Enhancing Lifelong Multi-Agent Path-finding by Using Artificial Potential Fields
Arseniy Pertzovsky, Roni Stern, Ariel Felner, Roie Zivan
TL;DR
This paper investigates applying Artificial Potential Fields (APFs) to Multi-Agent Path Finding (MAPF) and Lifelong MAPF (LMAPF). It first shows that direct APFs are ineffective for offline MAPF, then integrates APFs into TA*, SIPPS, PIBT, and LaCAM to bias searches away from congested areas. In Lifelong MAPF, APF-augmented methods substantially boost system throughput, up to about sevenfold in some benchmarks, by reducing future conflicts as new goals arrive. The study provides a comprehensive parameter analysis and demonstrates that APFs offer practical benefits for online, dynamic tasking scenarios, while recommending careful tuning. Overall, the work highlights APFs as a viable congestion-avoidance tool in LMAPF but not in static MAPF, with meaningful implications for real-time autonomous systems.
Abstract
We explore the use of Artificial Potential Fields (APFs) to solve Multi-Agent Path Finding (MAPF) and Lifelong MAPF (LMAPF) problems.

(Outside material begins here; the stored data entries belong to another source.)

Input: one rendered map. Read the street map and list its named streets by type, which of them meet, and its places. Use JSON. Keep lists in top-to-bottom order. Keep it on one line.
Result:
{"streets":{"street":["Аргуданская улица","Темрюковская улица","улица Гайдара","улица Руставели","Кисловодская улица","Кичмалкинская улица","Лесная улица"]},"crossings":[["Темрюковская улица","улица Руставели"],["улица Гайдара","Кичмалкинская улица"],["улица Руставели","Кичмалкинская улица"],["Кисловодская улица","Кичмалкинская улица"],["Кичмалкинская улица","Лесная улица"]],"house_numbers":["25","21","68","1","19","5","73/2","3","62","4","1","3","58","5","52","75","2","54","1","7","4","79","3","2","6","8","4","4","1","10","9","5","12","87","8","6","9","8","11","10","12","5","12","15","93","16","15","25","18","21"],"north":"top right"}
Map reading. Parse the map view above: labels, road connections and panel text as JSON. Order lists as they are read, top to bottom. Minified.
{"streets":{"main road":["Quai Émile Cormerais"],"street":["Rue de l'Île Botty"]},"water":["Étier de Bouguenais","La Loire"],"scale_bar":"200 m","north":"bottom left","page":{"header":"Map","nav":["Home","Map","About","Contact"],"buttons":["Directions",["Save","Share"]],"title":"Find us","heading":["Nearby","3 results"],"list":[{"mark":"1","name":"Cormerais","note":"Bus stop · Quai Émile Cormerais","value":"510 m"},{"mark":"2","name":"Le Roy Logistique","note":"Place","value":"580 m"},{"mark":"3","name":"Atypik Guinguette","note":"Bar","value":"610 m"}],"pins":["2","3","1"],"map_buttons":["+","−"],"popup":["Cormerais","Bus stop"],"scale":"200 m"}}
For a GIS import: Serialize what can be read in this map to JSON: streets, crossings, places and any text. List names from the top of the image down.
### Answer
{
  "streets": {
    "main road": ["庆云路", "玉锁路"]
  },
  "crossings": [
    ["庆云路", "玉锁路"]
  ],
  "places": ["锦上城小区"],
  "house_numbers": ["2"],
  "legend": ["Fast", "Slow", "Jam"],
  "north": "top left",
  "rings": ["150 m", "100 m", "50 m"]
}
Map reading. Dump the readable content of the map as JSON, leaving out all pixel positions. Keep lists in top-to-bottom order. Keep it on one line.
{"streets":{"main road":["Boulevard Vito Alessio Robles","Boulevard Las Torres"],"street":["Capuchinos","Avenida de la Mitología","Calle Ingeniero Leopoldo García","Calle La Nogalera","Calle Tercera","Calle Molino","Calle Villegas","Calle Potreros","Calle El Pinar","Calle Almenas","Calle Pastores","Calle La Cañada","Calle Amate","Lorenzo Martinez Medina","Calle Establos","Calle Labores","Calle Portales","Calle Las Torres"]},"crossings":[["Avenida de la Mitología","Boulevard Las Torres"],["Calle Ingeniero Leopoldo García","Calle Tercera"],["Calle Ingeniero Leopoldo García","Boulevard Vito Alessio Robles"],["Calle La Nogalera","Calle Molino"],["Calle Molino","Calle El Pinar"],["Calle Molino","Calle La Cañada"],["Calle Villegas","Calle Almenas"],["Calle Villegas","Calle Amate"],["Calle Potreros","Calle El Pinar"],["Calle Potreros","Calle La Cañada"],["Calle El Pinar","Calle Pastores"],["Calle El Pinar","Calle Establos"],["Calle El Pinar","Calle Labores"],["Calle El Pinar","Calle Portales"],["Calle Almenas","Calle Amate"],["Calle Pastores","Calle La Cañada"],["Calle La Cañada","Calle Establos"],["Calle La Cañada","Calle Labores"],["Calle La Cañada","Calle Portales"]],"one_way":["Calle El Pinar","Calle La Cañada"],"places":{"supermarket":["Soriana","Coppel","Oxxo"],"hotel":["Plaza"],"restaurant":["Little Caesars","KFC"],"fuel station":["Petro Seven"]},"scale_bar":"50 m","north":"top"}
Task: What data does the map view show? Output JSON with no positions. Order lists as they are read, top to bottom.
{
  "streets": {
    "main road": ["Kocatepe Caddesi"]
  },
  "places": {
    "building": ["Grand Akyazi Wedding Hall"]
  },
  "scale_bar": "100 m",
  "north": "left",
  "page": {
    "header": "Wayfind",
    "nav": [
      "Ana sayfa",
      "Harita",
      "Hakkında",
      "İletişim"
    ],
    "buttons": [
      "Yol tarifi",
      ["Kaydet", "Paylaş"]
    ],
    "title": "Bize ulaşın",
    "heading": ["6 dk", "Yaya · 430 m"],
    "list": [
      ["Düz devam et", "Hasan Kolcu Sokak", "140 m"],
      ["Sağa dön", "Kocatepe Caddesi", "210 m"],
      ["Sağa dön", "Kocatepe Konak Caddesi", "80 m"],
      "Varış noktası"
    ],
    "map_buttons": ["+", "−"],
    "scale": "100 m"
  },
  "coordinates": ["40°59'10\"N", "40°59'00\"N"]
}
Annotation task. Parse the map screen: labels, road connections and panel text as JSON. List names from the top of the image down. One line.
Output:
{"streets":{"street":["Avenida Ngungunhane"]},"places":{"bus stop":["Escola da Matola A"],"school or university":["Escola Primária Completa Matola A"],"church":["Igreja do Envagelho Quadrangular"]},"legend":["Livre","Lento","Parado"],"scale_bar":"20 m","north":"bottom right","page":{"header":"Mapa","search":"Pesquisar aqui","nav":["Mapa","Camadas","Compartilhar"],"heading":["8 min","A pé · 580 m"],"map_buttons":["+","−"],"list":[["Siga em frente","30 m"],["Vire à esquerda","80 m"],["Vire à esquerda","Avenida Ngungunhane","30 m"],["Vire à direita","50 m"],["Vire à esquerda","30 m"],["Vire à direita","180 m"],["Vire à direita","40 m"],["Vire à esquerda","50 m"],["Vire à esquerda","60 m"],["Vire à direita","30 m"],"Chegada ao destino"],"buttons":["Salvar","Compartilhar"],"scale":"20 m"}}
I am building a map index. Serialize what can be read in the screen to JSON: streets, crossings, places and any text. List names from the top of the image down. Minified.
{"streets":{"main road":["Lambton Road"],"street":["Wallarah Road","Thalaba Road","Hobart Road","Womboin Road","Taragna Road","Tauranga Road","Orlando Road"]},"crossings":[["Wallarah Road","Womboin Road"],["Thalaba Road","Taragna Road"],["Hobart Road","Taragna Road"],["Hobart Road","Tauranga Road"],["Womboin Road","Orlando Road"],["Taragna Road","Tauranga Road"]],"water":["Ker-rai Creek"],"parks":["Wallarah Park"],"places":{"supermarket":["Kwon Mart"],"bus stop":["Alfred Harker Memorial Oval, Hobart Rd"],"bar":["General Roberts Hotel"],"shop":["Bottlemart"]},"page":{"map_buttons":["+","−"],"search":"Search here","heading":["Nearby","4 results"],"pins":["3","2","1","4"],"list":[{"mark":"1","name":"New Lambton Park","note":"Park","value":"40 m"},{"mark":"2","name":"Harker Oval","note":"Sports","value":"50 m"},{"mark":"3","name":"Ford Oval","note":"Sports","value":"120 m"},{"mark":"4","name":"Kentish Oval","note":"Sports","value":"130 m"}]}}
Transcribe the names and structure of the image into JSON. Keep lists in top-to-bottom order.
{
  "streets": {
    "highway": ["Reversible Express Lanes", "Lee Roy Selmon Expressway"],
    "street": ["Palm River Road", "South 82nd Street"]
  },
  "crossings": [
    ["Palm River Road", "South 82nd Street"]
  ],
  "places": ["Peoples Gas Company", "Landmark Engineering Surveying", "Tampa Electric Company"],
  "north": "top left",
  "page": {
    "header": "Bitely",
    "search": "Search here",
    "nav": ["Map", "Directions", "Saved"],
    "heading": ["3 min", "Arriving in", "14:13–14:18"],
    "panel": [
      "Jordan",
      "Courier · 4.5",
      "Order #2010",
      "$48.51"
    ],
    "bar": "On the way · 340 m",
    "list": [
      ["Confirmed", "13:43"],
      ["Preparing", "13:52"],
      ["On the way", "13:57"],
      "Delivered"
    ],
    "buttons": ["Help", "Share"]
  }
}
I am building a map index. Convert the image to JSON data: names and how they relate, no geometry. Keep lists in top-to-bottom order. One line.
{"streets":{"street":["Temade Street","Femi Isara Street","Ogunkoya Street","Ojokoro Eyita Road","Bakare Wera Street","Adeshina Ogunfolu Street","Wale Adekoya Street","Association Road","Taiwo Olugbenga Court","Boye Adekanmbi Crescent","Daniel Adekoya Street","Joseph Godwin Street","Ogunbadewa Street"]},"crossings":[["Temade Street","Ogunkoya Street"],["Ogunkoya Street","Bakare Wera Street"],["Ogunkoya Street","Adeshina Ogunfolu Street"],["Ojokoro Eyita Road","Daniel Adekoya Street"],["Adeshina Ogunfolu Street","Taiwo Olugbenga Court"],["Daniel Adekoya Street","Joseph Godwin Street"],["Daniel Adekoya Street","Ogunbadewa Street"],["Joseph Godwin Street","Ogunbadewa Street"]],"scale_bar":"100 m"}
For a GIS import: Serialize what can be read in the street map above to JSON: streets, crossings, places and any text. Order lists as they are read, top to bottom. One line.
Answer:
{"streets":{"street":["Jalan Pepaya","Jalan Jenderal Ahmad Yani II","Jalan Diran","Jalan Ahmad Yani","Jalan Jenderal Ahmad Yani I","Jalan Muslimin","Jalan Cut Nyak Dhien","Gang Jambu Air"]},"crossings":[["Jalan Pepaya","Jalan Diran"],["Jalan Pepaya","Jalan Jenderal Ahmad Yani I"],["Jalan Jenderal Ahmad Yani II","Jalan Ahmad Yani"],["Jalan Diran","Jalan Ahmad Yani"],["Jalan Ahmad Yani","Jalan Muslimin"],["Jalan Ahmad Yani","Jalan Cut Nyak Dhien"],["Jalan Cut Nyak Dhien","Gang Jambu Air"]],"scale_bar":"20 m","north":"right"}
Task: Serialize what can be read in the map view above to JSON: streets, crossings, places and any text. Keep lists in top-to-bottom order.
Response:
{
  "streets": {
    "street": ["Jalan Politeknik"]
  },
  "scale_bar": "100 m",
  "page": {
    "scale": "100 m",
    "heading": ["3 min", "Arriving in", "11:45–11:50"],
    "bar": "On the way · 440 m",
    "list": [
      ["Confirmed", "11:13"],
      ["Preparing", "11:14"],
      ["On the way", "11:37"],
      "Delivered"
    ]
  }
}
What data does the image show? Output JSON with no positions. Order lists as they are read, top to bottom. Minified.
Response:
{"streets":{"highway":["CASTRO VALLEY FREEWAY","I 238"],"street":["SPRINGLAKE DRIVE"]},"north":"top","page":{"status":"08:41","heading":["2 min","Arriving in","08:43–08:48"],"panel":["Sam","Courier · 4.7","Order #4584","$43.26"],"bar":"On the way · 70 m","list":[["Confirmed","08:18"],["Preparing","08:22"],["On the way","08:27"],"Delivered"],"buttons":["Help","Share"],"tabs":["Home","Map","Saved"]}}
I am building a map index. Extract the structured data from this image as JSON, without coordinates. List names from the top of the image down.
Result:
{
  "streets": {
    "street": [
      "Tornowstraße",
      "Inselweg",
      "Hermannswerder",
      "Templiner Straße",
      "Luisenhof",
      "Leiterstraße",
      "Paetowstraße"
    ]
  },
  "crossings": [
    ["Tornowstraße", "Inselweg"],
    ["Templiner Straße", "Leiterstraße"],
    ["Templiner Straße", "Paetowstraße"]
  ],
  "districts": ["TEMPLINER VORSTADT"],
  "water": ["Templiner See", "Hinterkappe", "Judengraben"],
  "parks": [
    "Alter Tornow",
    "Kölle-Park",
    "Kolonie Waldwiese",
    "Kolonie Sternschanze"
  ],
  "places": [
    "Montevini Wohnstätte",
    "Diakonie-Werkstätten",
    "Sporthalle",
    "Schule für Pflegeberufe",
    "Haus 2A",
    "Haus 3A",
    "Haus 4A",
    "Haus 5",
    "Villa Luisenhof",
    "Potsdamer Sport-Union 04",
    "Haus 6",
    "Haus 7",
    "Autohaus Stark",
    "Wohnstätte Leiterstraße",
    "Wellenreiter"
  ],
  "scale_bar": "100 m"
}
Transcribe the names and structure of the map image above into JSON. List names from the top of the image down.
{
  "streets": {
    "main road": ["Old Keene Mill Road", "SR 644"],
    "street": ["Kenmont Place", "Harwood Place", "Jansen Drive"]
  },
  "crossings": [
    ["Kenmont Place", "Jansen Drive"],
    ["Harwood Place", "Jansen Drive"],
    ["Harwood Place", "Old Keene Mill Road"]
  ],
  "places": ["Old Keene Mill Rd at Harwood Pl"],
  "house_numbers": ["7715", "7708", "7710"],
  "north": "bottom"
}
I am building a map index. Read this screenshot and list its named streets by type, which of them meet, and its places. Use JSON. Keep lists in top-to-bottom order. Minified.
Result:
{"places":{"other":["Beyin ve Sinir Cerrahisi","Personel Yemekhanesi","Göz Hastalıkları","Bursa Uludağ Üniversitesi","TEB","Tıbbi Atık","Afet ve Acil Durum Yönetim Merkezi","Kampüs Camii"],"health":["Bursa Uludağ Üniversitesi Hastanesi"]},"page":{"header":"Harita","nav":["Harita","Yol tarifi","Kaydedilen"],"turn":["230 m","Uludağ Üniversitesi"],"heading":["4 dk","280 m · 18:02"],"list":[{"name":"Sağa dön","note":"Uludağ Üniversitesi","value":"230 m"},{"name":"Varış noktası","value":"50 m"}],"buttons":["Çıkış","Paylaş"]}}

In MAPF, a team of agents must move to their goal locations without collisions, whereas in LMAPF, new goals are generated upon arrival. We propose methods for incorporating APFs in a range of MAPF algorithms, including Prioritized Planning, MAPF-LNS2, and Priority Inheritance with Backtracking (PIBT). Experimental results show that using APF is not beneficial for MAPF but yields up to a 7-fold increase in overall system throughput for LMAPF.